- Exercise brief -
Exactly as written, copy the lines of the data below from the first through the one containing "position:absolute; left:24px; top:1224px;".

>>>

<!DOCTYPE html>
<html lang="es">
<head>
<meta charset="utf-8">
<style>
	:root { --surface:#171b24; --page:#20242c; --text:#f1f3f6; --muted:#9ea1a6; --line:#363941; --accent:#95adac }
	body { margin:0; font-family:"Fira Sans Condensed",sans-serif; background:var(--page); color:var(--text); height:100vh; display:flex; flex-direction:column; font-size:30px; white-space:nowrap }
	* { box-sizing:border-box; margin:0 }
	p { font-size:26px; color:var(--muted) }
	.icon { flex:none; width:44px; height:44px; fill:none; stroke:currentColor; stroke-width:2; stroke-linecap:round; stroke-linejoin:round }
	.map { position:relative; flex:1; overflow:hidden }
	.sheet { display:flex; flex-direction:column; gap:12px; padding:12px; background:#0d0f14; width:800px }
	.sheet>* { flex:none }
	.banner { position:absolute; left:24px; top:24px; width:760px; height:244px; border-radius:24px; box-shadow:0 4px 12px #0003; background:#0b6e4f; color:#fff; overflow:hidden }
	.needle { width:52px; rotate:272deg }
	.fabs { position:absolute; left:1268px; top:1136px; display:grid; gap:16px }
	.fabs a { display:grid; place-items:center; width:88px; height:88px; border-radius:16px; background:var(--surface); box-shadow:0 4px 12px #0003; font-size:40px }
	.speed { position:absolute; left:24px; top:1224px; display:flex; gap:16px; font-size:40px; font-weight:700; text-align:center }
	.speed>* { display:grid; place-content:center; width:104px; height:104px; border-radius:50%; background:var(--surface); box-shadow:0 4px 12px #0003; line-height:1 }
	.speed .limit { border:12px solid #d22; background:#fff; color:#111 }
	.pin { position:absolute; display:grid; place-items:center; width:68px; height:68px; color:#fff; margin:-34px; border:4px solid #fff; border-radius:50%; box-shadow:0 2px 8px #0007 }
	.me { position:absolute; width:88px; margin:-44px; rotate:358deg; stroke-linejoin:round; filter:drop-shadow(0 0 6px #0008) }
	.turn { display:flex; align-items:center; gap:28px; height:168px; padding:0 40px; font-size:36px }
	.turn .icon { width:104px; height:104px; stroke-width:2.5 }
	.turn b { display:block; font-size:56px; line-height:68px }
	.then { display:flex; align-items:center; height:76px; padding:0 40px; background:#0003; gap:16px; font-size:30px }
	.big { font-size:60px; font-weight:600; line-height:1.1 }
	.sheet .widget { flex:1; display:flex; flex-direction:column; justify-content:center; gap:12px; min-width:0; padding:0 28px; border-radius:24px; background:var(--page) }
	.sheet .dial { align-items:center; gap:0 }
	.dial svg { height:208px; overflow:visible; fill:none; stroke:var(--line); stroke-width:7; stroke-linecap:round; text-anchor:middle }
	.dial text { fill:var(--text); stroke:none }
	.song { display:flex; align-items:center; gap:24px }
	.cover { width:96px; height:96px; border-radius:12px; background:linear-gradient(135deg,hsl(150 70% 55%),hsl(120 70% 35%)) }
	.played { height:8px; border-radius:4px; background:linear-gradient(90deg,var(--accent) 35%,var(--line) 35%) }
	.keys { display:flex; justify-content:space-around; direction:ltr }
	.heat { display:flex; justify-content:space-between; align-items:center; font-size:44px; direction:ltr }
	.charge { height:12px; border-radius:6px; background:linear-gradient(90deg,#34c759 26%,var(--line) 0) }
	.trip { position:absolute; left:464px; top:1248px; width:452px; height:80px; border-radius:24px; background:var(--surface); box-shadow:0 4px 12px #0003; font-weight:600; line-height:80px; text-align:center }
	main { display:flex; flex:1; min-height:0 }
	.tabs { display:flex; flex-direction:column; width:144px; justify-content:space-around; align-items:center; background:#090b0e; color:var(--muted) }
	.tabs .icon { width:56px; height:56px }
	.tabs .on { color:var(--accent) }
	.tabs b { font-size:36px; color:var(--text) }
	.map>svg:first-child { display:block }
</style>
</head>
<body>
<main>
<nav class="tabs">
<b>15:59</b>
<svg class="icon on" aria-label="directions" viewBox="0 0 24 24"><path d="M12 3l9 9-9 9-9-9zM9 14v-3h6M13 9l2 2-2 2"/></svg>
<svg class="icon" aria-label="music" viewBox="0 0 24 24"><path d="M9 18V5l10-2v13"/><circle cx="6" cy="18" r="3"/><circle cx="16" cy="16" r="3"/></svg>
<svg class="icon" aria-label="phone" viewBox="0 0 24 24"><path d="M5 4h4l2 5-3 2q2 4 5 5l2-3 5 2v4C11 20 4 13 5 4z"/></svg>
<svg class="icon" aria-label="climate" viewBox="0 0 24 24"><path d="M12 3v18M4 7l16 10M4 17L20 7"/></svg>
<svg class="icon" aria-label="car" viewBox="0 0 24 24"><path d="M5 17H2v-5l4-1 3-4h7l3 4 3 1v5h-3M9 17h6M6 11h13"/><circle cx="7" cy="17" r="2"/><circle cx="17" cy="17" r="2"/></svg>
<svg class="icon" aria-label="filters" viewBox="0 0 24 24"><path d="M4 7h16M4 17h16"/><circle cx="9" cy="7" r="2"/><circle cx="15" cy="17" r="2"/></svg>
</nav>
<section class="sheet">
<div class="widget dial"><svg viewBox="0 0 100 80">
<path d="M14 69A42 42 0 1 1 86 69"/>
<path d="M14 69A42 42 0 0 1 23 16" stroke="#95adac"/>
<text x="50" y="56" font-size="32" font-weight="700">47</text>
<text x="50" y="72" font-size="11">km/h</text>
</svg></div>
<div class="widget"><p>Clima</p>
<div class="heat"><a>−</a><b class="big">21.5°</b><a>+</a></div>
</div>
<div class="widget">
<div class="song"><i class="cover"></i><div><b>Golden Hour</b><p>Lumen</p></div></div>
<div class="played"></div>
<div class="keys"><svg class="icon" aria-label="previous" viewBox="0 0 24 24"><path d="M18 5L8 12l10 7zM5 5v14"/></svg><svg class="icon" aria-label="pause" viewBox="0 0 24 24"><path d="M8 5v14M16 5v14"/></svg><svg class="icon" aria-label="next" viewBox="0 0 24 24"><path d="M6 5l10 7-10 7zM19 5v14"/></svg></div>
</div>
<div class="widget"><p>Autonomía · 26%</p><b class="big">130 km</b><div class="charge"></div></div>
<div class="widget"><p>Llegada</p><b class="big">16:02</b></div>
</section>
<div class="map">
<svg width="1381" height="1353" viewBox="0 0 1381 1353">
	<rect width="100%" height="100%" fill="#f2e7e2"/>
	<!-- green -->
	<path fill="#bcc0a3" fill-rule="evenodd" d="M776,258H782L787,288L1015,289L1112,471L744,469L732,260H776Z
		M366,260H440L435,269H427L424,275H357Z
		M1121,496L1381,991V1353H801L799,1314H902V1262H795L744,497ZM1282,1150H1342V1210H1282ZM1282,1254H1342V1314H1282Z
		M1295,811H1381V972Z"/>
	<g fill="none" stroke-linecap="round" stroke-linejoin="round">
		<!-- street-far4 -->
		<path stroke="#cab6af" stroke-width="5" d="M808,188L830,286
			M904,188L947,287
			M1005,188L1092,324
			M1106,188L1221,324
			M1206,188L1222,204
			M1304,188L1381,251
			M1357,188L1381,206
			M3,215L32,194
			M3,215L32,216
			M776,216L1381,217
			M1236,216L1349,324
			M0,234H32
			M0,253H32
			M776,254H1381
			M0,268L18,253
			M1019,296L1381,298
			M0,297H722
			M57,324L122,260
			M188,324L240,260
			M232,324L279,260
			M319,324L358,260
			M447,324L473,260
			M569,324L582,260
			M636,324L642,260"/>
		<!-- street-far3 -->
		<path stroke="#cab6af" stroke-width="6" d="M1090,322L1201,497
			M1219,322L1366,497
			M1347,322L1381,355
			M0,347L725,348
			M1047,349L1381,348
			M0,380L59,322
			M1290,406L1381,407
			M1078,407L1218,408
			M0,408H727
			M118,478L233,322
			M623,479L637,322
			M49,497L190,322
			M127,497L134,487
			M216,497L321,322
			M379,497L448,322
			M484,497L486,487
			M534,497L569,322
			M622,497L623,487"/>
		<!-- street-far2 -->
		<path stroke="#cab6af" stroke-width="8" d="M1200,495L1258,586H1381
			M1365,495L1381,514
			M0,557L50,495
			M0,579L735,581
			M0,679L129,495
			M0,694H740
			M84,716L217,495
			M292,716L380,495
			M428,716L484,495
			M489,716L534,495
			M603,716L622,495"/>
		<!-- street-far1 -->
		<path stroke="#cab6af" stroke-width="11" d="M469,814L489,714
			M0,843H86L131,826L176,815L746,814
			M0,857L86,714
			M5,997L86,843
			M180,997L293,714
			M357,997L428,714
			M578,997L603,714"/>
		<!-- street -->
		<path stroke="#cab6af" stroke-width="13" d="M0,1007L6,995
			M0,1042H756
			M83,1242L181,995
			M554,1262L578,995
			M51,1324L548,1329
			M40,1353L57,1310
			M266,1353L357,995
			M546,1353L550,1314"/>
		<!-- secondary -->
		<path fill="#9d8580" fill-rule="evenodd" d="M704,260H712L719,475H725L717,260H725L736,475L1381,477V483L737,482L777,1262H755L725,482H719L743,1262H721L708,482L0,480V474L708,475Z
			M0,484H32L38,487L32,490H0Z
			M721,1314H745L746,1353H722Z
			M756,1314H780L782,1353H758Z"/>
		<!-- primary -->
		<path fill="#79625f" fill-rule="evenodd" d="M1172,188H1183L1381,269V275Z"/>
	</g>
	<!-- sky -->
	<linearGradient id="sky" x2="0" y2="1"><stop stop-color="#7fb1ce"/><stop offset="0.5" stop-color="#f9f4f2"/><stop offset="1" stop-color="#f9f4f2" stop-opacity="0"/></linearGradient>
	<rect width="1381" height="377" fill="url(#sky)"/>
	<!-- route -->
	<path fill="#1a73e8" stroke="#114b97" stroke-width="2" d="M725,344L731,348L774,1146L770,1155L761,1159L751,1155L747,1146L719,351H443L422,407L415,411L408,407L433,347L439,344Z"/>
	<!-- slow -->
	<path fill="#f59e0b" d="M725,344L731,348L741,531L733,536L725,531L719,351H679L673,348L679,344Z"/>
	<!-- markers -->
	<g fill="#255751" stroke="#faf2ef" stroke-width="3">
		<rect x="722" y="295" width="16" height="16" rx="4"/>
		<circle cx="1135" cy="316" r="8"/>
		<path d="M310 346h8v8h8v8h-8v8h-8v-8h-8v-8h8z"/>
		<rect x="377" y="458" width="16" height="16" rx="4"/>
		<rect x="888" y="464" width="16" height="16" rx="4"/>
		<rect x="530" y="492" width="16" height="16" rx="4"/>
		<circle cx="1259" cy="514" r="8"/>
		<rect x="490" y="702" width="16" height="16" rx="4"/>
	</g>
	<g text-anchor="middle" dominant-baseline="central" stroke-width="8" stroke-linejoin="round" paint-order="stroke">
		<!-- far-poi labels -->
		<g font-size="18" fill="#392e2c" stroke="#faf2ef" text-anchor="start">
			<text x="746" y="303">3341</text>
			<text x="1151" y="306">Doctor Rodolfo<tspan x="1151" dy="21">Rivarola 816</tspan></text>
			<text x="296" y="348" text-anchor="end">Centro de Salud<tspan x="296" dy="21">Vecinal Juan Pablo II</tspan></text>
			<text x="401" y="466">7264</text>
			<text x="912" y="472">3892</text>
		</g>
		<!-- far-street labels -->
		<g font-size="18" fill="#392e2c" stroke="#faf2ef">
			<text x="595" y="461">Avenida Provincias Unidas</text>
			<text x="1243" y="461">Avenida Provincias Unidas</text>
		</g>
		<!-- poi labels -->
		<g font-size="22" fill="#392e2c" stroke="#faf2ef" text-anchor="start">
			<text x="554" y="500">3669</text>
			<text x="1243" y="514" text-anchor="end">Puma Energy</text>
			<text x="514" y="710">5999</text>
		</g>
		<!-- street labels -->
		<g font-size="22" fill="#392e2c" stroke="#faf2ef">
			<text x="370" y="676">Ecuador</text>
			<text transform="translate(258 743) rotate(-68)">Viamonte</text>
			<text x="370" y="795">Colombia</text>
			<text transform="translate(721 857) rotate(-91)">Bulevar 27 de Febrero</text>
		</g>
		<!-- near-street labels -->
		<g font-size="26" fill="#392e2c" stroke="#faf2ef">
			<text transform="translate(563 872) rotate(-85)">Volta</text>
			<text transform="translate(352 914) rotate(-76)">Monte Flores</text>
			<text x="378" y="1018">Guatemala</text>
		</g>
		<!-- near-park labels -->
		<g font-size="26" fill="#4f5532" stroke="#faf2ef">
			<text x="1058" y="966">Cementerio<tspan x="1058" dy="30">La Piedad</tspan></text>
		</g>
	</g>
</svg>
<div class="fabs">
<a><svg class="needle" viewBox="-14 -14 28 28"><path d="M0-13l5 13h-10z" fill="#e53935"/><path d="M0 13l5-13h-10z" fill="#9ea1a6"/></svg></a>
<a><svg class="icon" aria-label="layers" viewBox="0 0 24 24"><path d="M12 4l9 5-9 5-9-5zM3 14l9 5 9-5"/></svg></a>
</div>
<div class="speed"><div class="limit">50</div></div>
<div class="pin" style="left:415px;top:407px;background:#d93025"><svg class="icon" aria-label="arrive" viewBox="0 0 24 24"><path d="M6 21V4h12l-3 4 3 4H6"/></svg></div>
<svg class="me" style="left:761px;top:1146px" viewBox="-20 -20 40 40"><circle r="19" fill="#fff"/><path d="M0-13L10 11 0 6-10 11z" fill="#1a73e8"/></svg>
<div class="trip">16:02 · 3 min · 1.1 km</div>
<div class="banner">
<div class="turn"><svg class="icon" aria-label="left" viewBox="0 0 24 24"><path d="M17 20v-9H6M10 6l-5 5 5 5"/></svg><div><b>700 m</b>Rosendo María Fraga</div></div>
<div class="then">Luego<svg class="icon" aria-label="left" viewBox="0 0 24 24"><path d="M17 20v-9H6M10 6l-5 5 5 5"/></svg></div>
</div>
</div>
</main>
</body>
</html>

<<<

- Task result -
<!DOCTYPE html>
<html lang="es">
<head>
<meta charset="utf-8">
<style>
	:root { --surface:#171b24; --page:#20242c; --text:#f1f3f6; --muted:#9ea1a6; --line:#363941; --accent:#95adac }
	body { margin:0; font-family:"Fira Sans Condensed",sans-serif; background:var(--page); color:var(--text); height:100vh; display:flex; flex-direction:column; font-size:30px; white-space:nowrap }
	* { box-sizing:border-box; margin:0 }
	p { font-size:26px; color:var(--muted) }
	.icon { flex:none; width:44px; height:44px; fill:none; stroke:currentColor; stroke-width:2; stroke-linecap:round; stroke-linejoin:round }
	.map { position:relative; flex:1; overflow:hidden }
	.sheet { display:flex; flex-direction:column; gap:12px; padding:12px; background:#0d0f14; width:800px }
	.sheet>* { flex:none }
	.banner { position:absolute; left:24px; top:24px; width:760px; height:244px; border-radius:24px; box-shadow:0 4px 12px #0003; background:#0b6e4f; color:#fff; overflow:hidden }
	.needle { width:52px; rotate:272deg }
	.fabs { position:absolute; left:1268px; top:1136px; display:grid; gap:16px }
	.fabs a { display:grid; place-items:center; width:88px; height:88px; border-radius:16px; background:var(--surface); box-shadow:0 4px 12px #0003; font-size:40px }
	.speed { position:absolute; left:24px; top:1224px; display:flex; gap:16px; font-size:40px; font-weight:700; text-align:center }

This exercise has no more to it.